В девятиквадратном номере повернуться-то было негде. Почти всю комнату занимала полутораспалка с панцирной сеткой, застеленная роскошной периной  и покрытая пуховым одеялом. Все, чего хотелось при виде этого чуда (чудовища?) – нырнуть под одеяло и забыться сладким сном. Он взглянул на часы. В Москве только восемь вечера. С ума сойти. Он так рано никогда не ложился. Но на то и отпуск. Плюнул, разделся и улегся. Перед глазами пролетали события сегодняшнего дня. Удивительный день. Просто чудеса какие-то. А ведь сколько он может еще теперь! Он теперь может позволить себе даже расслабиться и ничего вообще не делать. Бизнес работает как часы, на безбедную жизнь хватит и детям, если, конечно, они у него будут. Пора менять узор. Съездить наконец в Париж – не по делу, а просто так. Потом на Гоа. Почему на Гоа? Да какая разница, можно и не на Гоа, можно куда угодно. Лишь бы море. Он всегда любил море. И сто лет его не видел. Наняться матросом на парусник в порту…  А что дальше, подумал он? И вообще, зачем я здесь? Куда теперь? Сделка сорвалась, такая прекрасная сделка! Он почувствовал легкую досаду. Вспомнил, каким трудом досталась ему возможность подписать сегодня утром этот контракт. И вот – так бездарно все пропустить. Ради чего? Ради оладушков? Впрочем… на оладушки грех жаловаться. Как там говорила утрешняя мисс Марпл? Если все испорчено, всегда можно распустить связанное и связать так, как хочется. Ну вот и отлично. Вот и замечательно.  Завтра утром он проснется, сядет на самолет и обратно в Москву. В конце концов, там его люди ждут. Он за них отвечает. И даже отрезанную нитку можно привязать. И узелок спрятать. Стало быть, сделка состоится. Любыми средствами он должен сделать так, чтобы она состоялась. А теперь спать. Завтра трудный день. И он отключился как по волшебству.
Спал он крепко, но под утро приснилась ему баба Маня. Совсем молодая. Глазастая. Серьезная. Со спицами. И рядом с ней – старушка из кафе. Тоже совсем вроде и не старушка. Сидели они у окошка и вязали – одна носки, другая салфетку. А рядом сидела та, утрешняя, с авоськой, зелеными глазами вдаль глядела и яблоко грызла.
- Ну вот, вроде получилось, - сказала баба Маня.
- Завтра поглядим, – в тон ей отозвалась мисс Марпл.
- Теперь сам пускай! – фыркнула зеленоглазая.- Круг разорван, а дальше уже не наше дело.
- Милая, вот вы как всегда, горячитесь.  Хороший ведь мальчик. Стихи вот записывать начал.
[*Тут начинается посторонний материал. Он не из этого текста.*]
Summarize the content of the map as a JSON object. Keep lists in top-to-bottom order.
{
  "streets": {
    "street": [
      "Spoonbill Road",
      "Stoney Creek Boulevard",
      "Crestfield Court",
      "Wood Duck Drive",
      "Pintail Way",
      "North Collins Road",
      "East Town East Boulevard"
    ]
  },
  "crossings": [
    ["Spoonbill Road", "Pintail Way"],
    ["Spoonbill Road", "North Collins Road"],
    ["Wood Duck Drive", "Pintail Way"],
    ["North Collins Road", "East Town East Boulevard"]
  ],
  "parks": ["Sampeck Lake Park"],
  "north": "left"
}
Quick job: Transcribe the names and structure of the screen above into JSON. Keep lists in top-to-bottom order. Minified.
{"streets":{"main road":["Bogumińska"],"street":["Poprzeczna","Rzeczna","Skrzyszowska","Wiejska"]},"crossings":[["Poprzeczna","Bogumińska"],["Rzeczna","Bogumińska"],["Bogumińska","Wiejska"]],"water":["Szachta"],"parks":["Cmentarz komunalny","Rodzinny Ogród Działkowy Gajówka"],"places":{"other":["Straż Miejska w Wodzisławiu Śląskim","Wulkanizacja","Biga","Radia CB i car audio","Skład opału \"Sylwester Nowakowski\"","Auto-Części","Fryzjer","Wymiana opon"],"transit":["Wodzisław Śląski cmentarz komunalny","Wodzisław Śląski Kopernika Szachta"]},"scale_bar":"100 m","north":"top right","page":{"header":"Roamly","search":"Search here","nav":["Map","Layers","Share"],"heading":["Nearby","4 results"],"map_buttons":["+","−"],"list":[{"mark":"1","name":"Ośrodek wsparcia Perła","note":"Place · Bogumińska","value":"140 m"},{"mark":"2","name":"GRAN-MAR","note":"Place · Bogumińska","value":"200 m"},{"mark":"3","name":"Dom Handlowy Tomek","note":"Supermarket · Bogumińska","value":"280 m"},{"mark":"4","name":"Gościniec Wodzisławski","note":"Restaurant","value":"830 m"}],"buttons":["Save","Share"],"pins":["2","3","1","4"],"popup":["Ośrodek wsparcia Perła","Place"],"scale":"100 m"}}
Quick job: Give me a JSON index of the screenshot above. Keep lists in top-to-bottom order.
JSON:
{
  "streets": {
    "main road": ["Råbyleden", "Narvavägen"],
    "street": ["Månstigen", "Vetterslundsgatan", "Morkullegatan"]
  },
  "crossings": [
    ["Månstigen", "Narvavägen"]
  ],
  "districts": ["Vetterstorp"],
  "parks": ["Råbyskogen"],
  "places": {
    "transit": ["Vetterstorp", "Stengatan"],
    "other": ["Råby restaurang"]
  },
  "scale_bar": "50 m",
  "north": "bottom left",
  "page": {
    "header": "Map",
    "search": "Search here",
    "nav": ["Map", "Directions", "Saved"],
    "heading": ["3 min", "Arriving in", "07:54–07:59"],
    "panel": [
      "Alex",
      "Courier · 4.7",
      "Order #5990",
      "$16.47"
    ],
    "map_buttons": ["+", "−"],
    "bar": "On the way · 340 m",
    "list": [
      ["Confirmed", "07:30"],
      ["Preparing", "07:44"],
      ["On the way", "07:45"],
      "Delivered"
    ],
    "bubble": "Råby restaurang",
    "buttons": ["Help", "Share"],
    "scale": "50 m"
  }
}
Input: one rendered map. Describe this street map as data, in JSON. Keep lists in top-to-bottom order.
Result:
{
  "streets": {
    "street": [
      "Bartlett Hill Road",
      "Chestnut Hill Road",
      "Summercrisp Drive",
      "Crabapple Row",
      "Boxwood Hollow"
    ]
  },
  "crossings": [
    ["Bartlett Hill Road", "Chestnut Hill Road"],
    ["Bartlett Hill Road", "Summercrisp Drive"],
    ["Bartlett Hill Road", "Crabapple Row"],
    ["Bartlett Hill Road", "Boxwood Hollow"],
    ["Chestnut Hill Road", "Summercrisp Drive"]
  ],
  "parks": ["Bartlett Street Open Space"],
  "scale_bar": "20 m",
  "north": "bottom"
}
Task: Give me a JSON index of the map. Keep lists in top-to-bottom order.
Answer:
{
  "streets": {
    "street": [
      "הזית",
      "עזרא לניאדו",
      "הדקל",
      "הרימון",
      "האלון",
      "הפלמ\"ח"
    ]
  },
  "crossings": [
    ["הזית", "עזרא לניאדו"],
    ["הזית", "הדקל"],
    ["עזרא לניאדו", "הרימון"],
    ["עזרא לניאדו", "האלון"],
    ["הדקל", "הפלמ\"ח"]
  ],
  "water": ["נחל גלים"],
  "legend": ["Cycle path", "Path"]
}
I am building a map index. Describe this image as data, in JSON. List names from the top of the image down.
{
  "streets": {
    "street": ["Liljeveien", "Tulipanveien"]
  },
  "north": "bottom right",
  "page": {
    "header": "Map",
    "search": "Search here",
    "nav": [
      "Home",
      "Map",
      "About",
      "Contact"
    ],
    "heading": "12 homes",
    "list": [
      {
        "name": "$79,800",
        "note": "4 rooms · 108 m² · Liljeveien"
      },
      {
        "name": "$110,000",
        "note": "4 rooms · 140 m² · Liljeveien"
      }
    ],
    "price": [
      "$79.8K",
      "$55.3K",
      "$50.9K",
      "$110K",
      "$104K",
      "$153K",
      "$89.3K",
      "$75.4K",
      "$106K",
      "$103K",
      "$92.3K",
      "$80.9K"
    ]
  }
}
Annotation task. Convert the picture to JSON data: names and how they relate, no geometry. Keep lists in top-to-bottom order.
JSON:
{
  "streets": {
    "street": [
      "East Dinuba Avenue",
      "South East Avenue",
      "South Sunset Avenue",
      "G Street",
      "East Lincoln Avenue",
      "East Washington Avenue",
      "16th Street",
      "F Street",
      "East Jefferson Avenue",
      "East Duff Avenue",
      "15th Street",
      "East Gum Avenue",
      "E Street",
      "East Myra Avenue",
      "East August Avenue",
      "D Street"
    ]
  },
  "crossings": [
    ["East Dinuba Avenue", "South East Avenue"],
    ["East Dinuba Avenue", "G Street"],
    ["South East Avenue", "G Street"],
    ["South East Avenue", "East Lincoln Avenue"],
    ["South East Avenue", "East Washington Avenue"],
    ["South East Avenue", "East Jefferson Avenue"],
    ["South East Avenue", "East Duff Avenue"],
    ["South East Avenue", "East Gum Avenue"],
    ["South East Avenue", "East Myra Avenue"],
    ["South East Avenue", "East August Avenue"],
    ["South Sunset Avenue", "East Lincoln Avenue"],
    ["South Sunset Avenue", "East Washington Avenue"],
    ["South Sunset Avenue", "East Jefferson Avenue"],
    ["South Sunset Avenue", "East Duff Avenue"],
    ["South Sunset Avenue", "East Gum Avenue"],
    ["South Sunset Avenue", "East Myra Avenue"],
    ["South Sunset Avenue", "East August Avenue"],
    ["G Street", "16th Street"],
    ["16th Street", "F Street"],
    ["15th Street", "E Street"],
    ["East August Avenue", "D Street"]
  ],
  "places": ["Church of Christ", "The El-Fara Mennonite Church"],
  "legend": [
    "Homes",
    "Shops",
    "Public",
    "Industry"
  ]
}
Все образуется. - И они посмотрели на него через окошко, все вместе. Взгляды их переплелись, в оранжевом небе стал складываться причудливый узор, все завертелось, и он проснулся.
 

Странный сон какой. Повертел головой. Что снилось-то? Сейчас и не вспомнить. Парусник, вроде, самолет, гостиница какая-то захудалая… Ерунда. Встал. Побрился. Налил кофе  (кофеварка и не думала выпендриваться). Вышел на улицу. Вопреки привычке, задержался на крыльце. За ночь навалило снега. Прямо на  неопавшую листву. Деревья в снежных шапках с проглядывающей сквозь белое желтизной сверкали на солнце. Такой красоты он давно не видел. Но – надо спешить. Эту встречу провалить нельзя. Это миллионы. Это потом можно всю жизнь не работать. Хотя – чем и заниматься, если не работать? Машина завелась моментально. Но он медлил. Пару минут посидел, не двигаясь. Потом зачем-то сунул руку в карман. Нащупал какой-то клубок, тряпочку неизвестного происхождения, а на самом дне яблоко. Достал, задумчиво надкусил. Странное яблоко – настоящее, нежное, сочное, такие быстро портятся, и поэтому в магазины их не завозят. И припахивает медом. Нет, таволгой.  Таволгой. Таволгой. Он вышел из машины, глянул на небо. Синее, бледненькое, правда, какое-то, но вполне синее. И солнце имеется. Там, высоко. И снегом пахнет. Минуту постоял, потом заглушил мотор и решительно двинулся к трамвайной остановке.